Los cuidados a priorizar para nutrir la uña y las cutículas
Las uñas que han sufrido aplicaciones repetidas de pintauñas con acetona suelen estar deshidratadas. La prioridad es restaurar su equilibrio lipídico e hídrico. Para ello, una rutina reparadora que combine Base S.O.S. y Mascarilla S.O.S. permite rehidratar en profundidad y revitalizar los contornos en 2 semanas.
Al comienzo de cada semana, lime y mate sus uñas con una lima de grano fino y un bloque pulidor. Luego, aplique la Base S.O.S. cada 2 días sin desmaquillar. Al final de la semana, retire las capas sucesivas con un poco de quitaesmalte sin acetona y aplique antes de acostarse la Mascarilla S.O.S. que debe dejar toda la noche. Retírela en peel-off a la mañana siguiente o con un poco de agua jabonosa si la película no se despega por sí sola.

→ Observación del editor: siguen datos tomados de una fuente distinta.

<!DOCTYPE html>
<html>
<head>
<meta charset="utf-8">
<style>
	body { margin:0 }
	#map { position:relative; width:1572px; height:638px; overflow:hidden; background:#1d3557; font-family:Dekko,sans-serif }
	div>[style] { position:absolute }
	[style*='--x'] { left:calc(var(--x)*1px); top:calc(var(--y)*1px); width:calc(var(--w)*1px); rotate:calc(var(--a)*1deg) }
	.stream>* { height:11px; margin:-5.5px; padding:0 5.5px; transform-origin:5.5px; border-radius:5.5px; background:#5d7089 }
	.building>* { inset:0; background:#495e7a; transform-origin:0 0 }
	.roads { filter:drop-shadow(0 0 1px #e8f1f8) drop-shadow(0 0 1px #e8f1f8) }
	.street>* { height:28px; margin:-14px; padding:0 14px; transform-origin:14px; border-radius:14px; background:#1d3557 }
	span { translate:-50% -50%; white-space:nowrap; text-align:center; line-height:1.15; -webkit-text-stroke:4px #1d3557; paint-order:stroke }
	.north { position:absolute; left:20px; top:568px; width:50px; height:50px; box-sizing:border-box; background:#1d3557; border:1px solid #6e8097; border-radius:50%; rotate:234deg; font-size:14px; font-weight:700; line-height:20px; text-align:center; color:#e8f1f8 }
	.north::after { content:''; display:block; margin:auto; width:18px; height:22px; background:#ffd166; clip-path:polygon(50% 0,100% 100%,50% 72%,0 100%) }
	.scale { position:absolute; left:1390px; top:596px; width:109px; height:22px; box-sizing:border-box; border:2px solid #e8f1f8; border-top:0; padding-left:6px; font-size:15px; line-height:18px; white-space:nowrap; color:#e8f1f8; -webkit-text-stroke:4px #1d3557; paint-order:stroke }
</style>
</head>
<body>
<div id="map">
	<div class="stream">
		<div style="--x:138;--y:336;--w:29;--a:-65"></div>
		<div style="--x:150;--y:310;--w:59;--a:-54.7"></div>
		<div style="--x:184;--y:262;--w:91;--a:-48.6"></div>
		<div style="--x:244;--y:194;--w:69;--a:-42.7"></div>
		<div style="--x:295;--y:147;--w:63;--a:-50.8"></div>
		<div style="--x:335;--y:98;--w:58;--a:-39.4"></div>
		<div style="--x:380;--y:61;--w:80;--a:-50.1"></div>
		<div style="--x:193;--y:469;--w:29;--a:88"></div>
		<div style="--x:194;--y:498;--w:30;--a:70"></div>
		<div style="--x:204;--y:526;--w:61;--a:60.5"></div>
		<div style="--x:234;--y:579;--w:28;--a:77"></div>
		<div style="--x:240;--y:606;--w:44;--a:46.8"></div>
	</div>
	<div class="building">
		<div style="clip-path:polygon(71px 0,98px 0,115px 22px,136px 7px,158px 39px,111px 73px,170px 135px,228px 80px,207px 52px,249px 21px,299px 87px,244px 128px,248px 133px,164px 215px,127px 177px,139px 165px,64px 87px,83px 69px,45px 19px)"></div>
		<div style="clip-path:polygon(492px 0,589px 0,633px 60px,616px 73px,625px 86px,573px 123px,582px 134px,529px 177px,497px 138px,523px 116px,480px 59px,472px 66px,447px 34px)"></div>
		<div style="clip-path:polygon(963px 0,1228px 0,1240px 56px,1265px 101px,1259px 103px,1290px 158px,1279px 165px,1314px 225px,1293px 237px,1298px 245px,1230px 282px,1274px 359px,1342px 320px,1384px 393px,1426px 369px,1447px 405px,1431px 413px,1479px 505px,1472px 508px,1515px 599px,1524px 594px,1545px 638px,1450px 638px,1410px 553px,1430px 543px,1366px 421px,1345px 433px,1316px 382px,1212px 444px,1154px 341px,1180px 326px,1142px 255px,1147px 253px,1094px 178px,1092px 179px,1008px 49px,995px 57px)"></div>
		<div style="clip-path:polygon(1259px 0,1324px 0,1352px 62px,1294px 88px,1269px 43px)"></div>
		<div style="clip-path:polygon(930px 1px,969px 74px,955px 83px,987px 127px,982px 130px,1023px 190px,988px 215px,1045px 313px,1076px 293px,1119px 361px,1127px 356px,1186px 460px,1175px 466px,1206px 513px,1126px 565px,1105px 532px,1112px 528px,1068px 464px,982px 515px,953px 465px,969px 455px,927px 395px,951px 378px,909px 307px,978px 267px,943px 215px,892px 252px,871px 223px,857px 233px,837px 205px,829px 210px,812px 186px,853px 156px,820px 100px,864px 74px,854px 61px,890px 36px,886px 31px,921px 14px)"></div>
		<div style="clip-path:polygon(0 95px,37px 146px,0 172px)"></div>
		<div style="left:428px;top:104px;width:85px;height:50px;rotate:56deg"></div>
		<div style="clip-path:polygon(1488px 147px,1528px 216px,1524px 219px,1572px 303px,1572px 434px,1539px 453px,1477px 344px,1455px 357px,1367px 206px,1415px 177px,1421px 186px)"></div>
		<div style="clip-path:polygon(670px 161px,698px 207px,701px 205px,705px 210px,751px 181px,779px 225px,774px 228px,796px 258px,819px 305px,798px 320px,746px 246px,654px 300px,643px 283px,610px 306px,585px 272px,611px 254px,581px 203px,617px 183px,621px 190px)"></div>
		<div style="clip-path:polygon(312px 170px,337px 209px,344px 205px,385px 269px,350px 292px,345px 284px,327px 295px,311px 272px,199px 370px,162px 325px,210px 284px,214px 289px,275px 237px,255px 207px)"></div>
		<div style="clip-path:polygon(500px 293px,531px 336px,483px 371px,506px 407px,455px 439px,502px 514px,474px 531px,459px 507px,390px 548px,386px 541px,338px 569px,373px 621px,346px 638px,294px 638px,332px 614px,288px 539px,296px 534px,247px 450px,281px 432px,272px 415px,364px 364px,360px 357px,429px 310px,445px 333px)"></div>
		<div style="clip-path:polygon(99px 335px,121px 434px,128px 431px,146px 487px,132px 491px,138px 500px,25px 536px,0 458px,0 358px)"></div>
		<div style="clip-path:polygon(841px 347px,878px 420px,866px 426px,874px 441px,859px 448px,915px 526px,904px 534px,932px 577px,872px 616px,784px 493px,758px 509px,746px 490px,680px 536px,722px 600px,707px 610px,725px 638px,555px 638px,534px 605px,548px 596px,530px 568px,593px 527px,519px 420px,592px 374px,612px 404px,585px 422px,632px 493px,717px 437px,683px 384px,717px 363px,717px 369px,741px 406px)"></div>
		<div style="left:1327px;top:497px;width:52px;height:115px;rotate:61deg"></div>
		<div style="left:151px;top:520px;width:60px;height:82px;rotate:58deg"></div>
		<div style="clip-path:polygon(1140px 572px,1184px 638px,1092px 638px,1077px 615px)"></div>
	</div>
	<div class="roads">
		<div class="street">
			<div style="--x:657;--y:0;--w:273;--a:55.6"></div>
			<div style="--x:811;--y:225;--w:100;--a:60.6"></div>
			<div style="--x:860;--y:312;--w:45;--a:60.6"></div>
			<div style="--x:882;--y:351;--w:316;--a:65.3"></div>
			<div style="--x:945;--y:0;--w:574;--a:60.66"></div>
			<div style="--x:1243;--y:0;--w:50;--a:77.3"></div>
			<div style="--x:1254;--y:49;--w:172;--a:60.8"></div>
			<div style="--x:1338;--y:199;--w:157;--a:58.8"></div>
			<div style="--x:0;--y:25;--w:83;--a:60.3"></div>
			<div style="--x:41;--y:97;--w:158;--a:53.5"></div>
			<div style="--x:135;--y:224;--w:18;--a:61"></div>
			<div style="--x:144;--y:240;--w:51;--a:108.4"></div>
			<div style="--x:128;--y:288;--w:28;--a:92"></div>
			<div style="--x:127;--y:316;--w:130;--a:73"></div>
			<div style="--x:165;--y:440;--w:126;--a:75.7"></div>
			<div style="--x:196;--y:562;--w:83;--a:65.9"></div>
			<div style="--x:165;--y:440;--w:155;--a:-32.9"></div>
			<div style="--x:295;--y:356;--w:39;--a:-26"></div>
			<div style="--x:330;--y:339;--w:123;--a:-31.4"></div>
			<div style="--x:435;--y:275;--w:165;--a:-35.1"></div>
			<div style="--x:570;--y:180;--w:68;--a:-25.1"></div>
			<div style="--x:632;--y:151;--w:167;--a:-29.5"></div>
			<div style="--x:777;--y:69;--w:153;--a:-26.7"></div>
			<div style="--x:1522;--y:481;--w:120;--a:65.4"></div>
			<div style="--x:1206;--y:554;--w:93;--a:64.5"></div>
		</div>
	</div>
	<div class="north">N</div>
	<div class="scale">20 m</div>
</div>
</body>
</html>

Los tratamientos que contienen aceites vegetales nutritivos, queratina vegetal, biotina o vitaminas C y E también apoyan la regeneración de la uña y las cutículas. Por lo tanto, puede añadir a su tratamiento reparador cuidados complementarios como:
- El Aceite Verde, para aplicar cada día masajeando sobre las uñas y cutículas.
- El Potenciador de queratina, para aplicar de 1 a 3 veces al día durante 7 días, dejando secar hasta la completa absorción del producto.
- El Concentrado perfeccionador, para aplicar según se necesite para una hidratación intensa y continua.
La acetona no es un producto inocuo y debe usarse con discernimiento. Lo esencial es adoptar los reflejos adecuados, a saber:
👉 usar solo cuando sea realmente necesario, para retirar uñas postizas de gel o acrílico o pintauñas semipermanente,
👉 no demasiado a menudo para limitar sus efectos desecantes,
👉 adoptar una rutina de manicura suave y respetuosa con la salud de las uñas.